■ ACTION ITEM ■
Please return every line below that contains the string "JSON".

■ GIVEN DATA ■
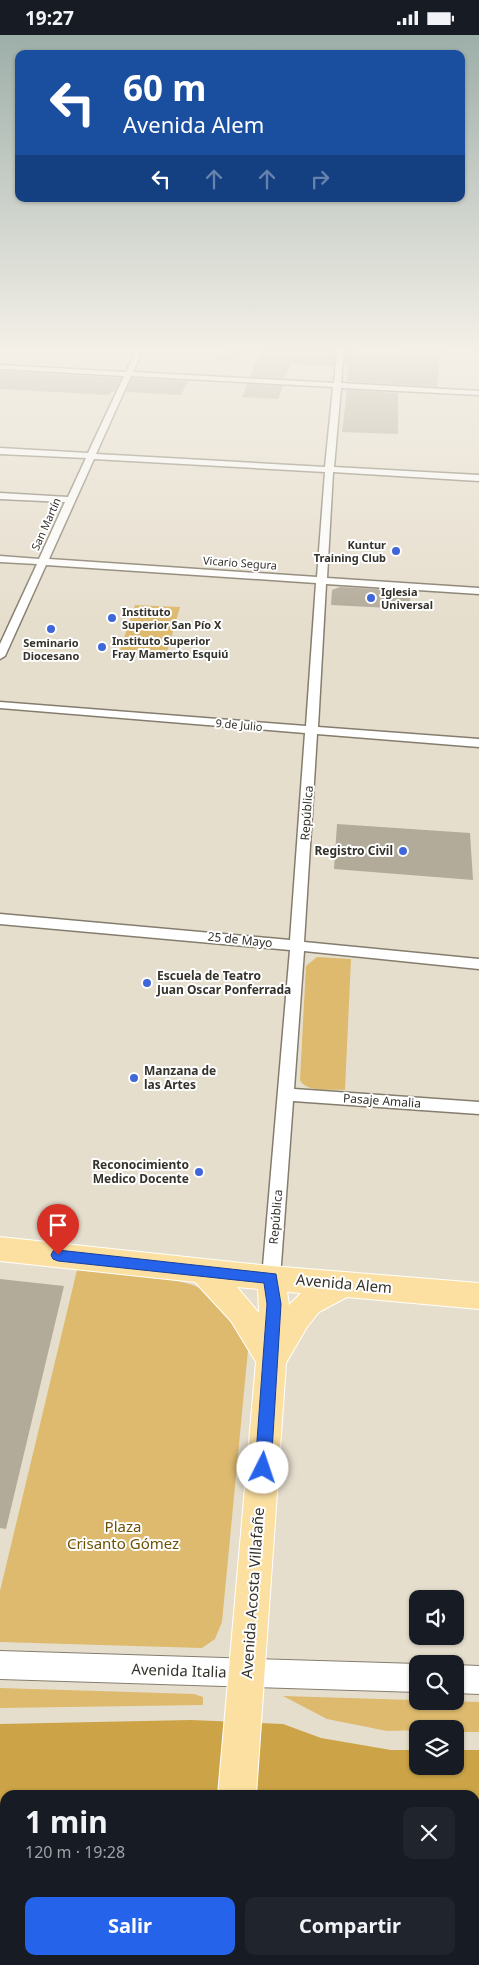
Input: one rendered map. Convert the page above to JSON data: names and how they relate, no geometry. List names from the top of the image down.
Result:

--

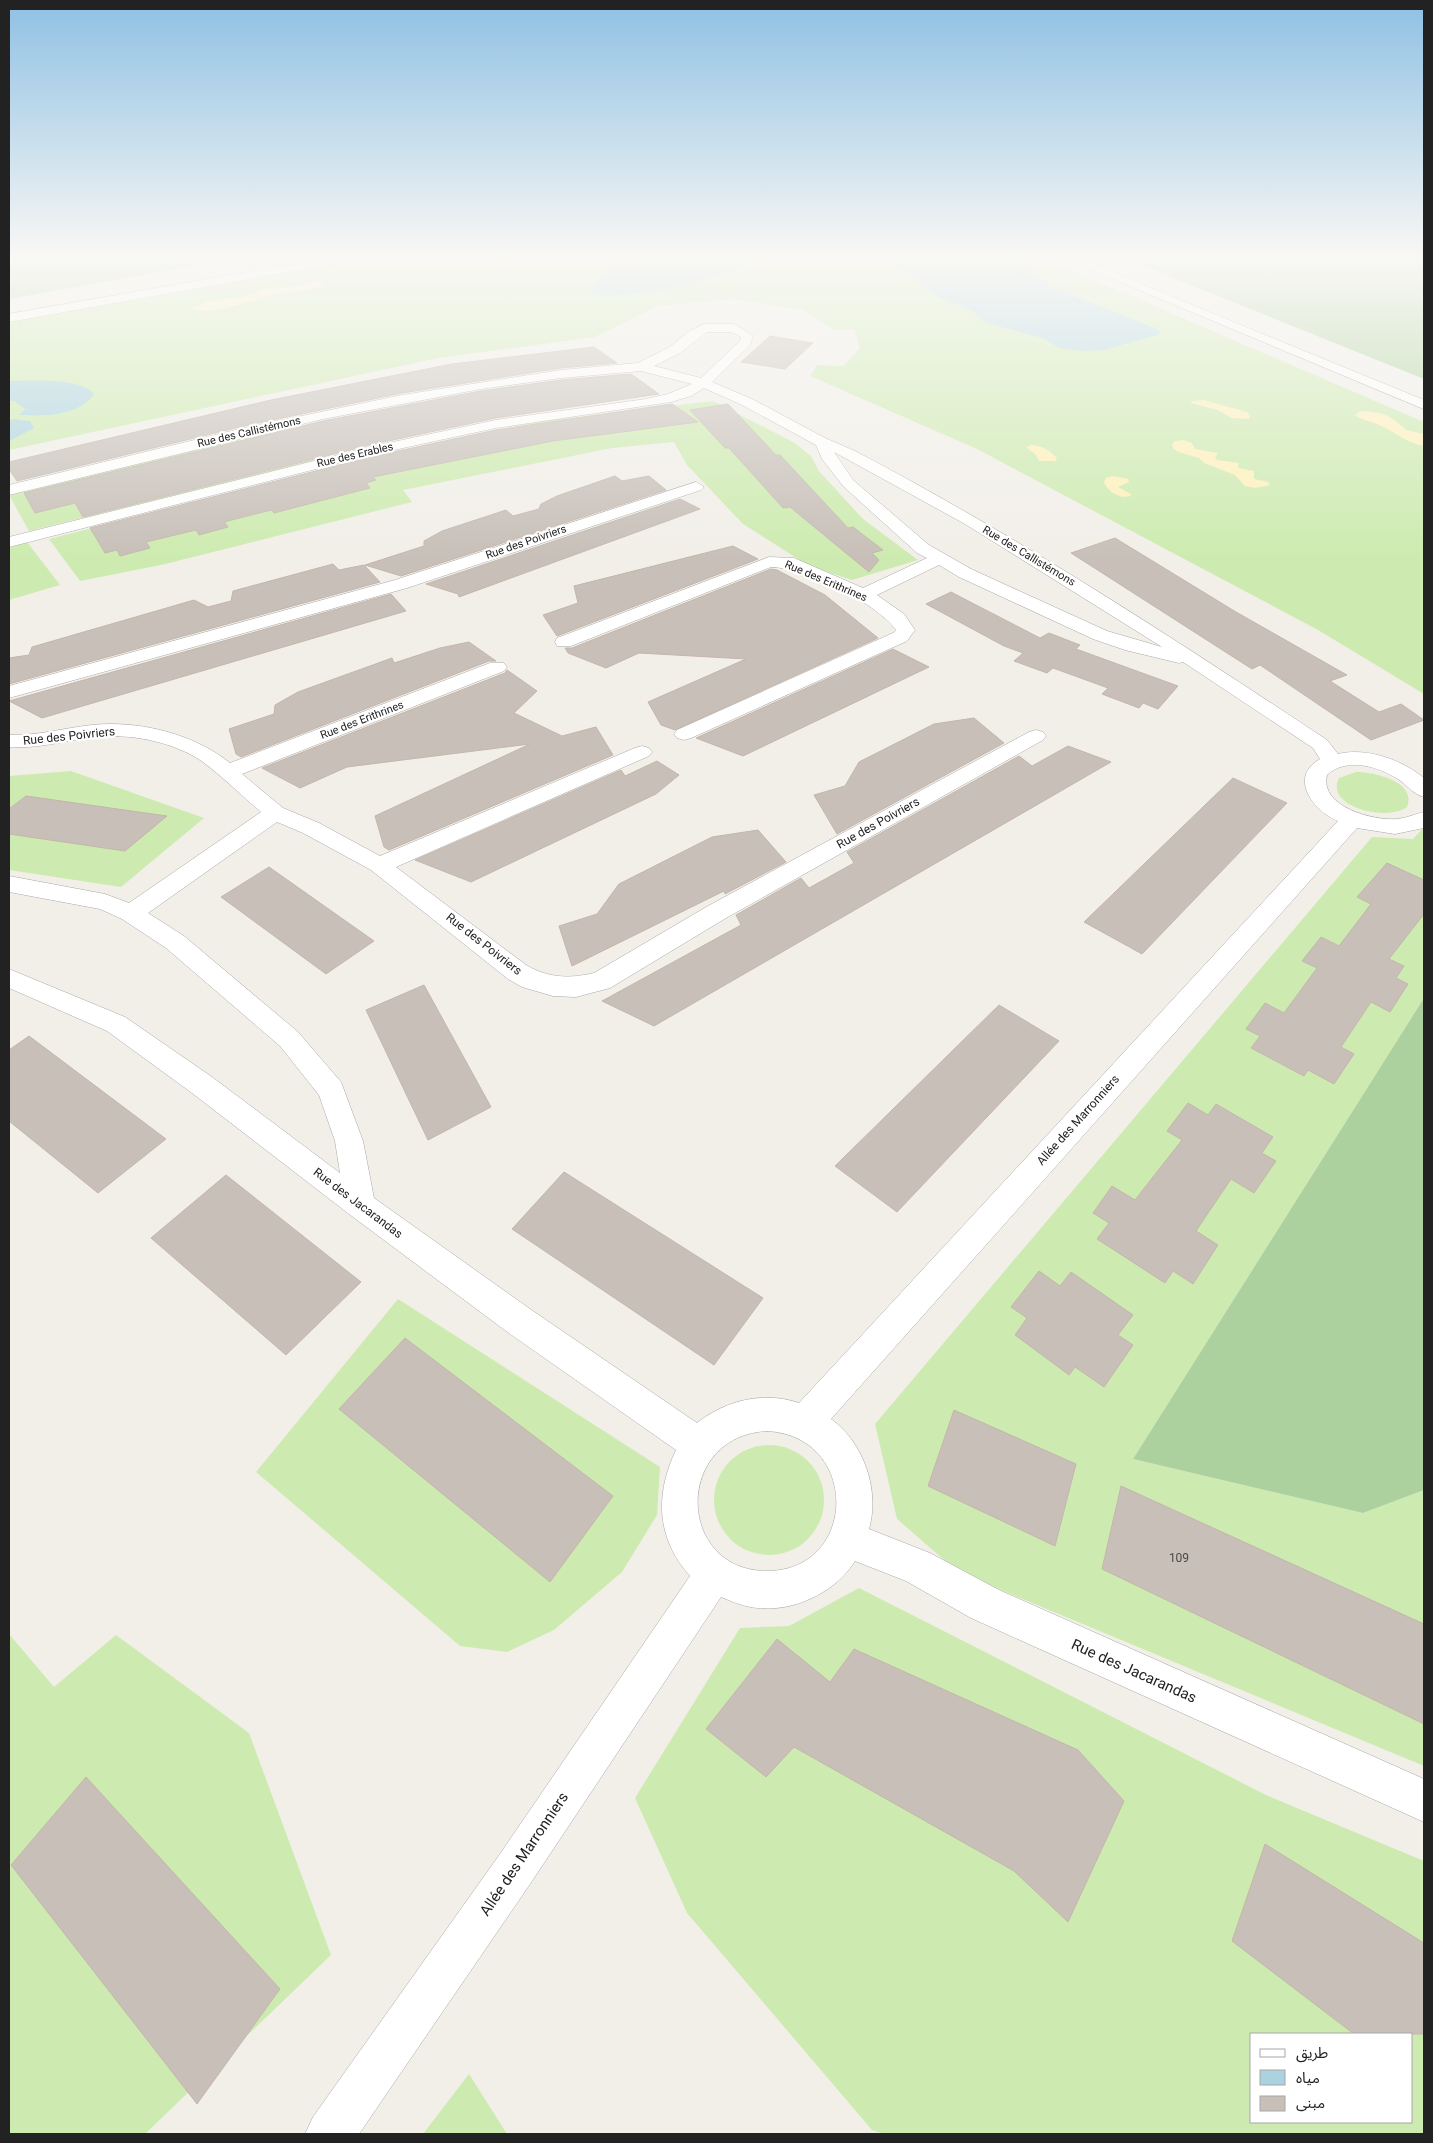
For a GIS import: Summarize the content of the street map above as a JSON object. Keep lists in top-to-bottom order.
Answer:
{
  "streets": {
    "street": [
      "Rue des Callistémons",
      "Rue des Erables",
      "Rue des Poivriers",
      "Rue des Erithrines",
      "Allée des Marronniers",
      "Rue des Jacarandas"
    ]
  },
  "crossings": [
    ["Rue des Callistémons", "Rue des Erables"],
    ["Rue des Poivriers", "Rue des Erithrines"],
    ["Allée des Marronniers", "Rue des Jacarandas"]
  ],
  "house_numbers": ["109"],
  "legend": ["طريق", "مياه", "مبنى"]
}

■ RESULT OF THIS TASK ■
Input: one rendered map. Convert the page above to JSON data: names and how they relate, no geometry. List names from the top of the image down.
For a GIS import: Summarize the content of the street map above as a JSON object. Keep lists in top-to-bottom order.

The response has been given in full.